(WORK ITEM)
Return the listing below verbatim. Pictures do not belong in the copy.

*** DATASET EXTRACT ***

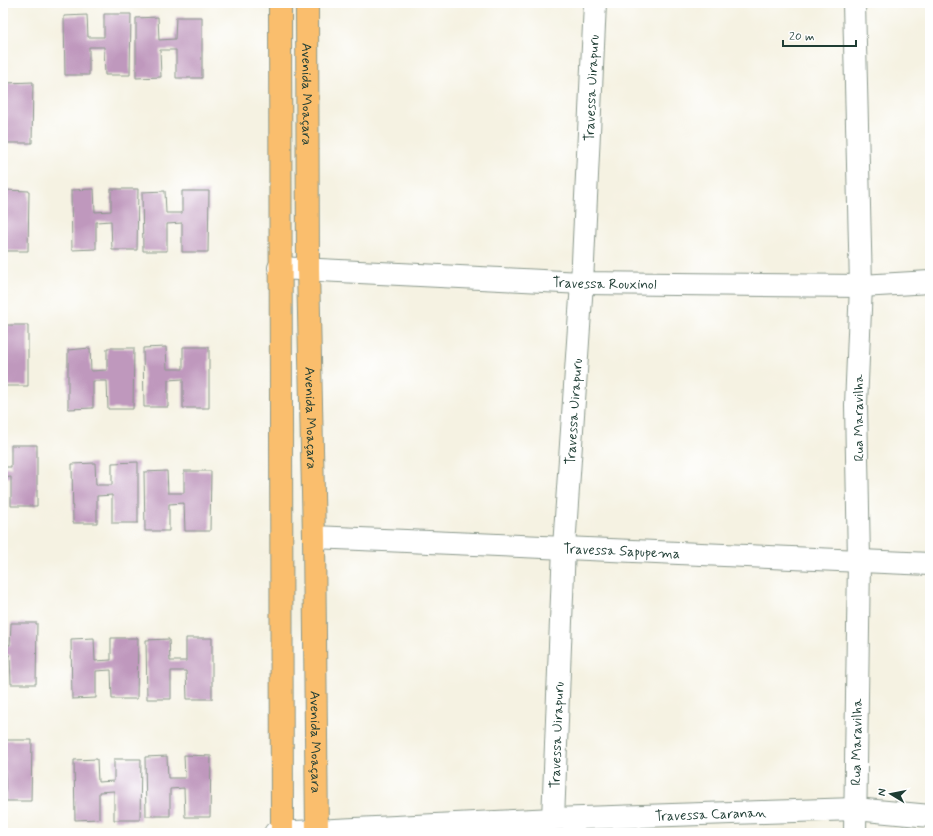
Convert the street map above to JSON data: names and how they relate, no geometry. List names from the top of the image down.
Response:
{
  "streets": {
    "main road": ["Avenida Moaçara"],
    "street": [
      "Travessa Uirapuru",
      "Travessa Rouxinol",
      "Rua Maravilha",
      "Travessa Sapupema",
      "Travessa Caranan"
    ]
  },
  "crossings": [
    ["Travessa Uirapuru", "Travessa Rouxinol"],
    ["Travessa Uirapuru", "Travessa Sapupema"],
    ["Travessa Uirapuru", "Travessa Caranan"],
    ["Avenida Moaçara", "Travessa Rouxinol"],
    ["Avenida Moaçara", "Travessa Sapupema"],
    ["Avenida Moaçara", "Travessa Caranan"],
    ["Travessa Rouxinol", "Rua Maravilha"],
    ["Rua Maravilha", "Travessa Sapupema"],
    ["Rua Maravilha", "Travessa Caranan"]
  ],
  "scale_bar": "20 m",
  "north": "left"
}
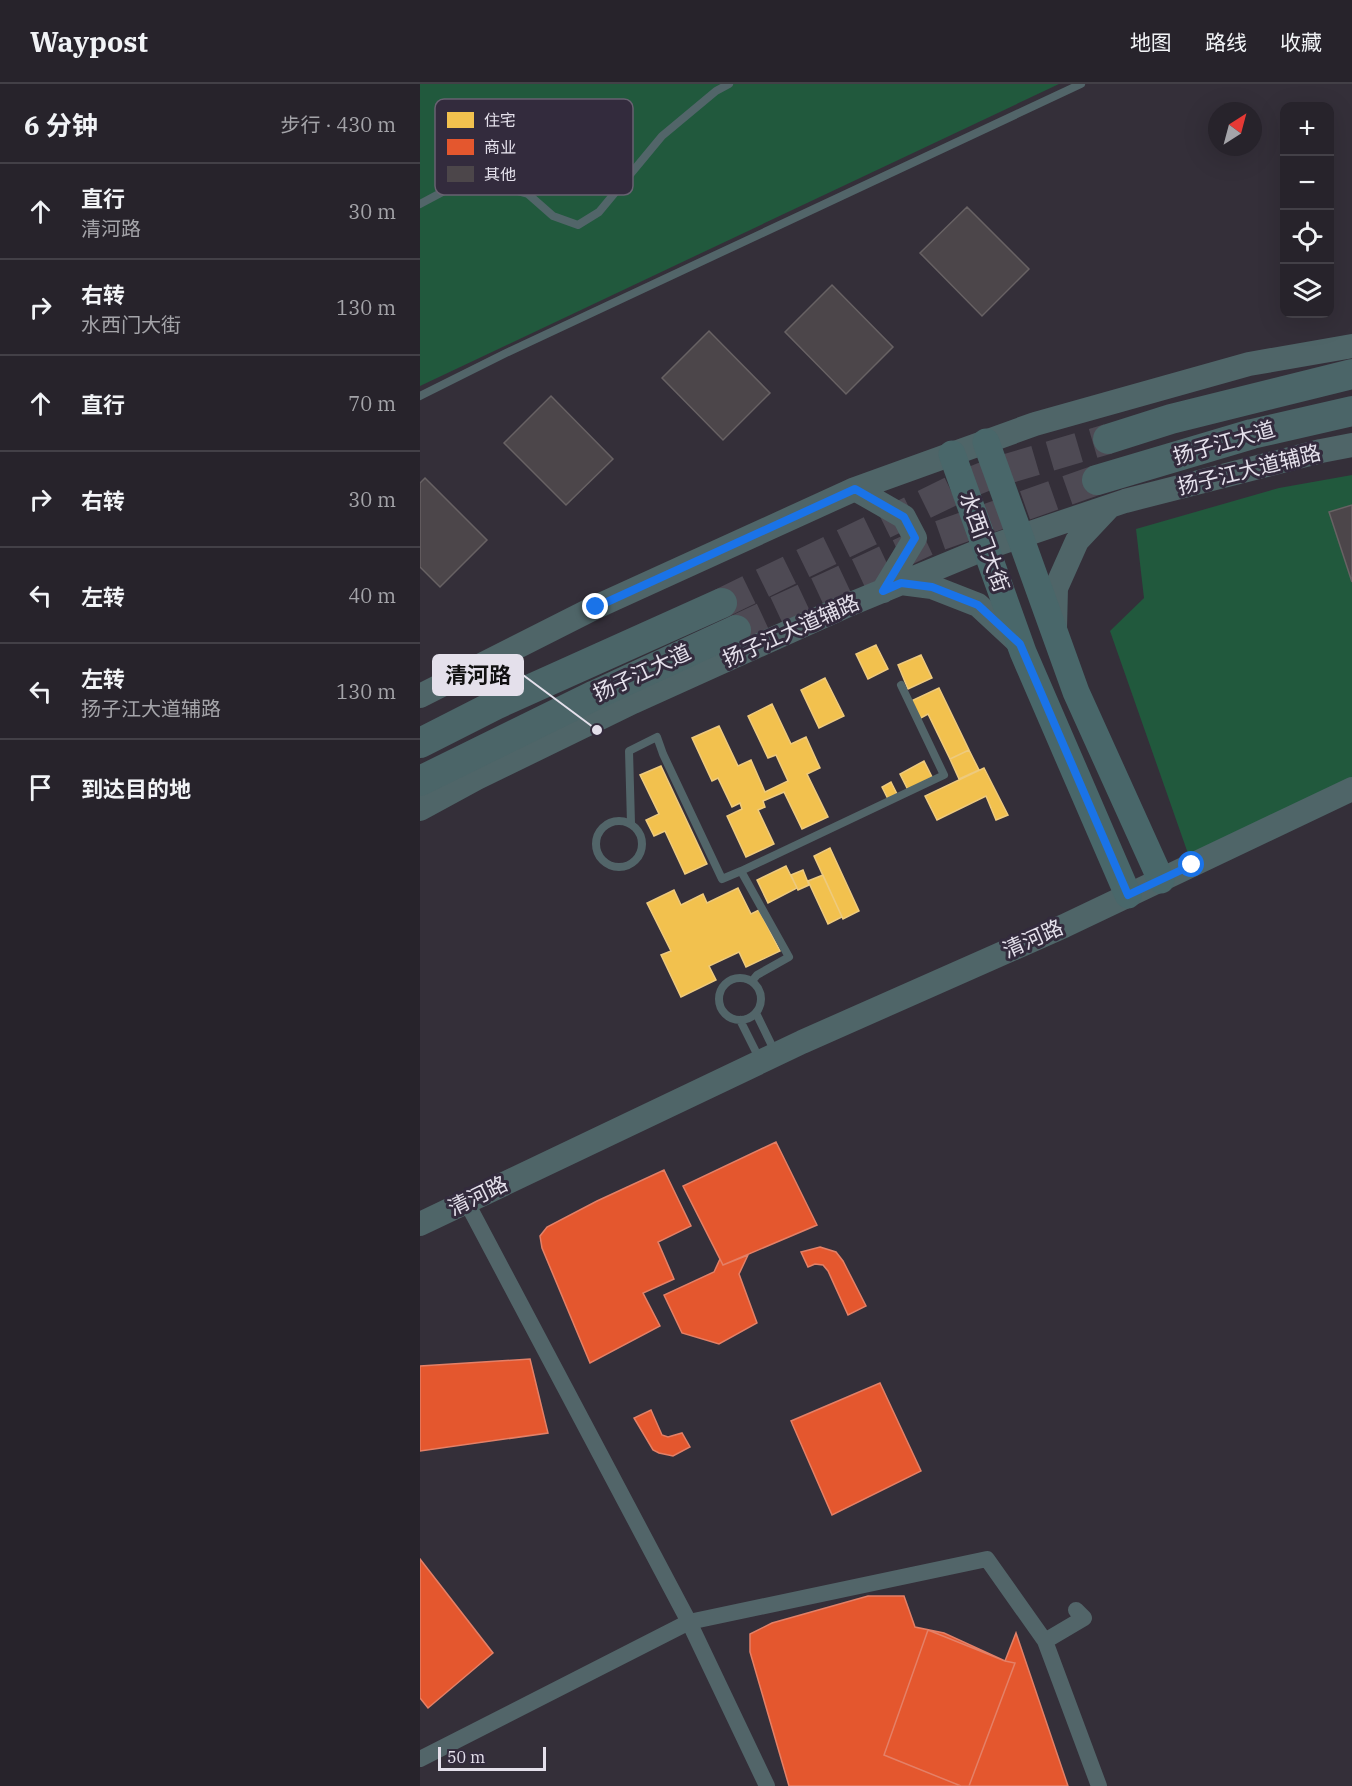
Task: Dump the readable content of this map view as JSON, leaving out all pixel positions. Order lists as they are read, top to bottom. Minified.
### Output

*** End of DATASET EXTRACT ***

(RESULT OF THE TASK)
Convert the street map above to JSON data: names and how they relate, no geometry. List names from the top of the image down.
Response:
{
  "streets": {
    "main road": ["Avenida Moaçara"],
    "street": [
      "Travessa Uirapuru",
      "Travessa Rouxinol",
      "Rua Maravilha",
      "Travessa Sapupema",
      "Travessa Caranan"
    ]
  },
  "crossings": [
    ["Travessa Uirapuru", "Travessa Rouxinol"],
    ["Travessa Uirapuru", "Travessa Sapupema"],
    ["Travessa Uirapuru", "Travessa Caranan"],
    ["Avenida Moaçara", "Travessa Rouxinol"],
    ["Avenida Moaçara", "Travessa Sapupema"],
    ["Avenida Moaçara", "Travessa Caranan"],
    ["Travessa Rouxinol", "Rua Maravilha"],
    ["Rua Maravilha", "Travessa Sapupema"],
    ["Rua Maravilha", "Travessa Caranan"]
  ],
  "scale_bar": "20 m",
  "north": "left"
}
Task: Dump the readable content of this map view as JSON, leaving out all pixel positions. Order lists as they are read, top to bottom. Minified.
### Output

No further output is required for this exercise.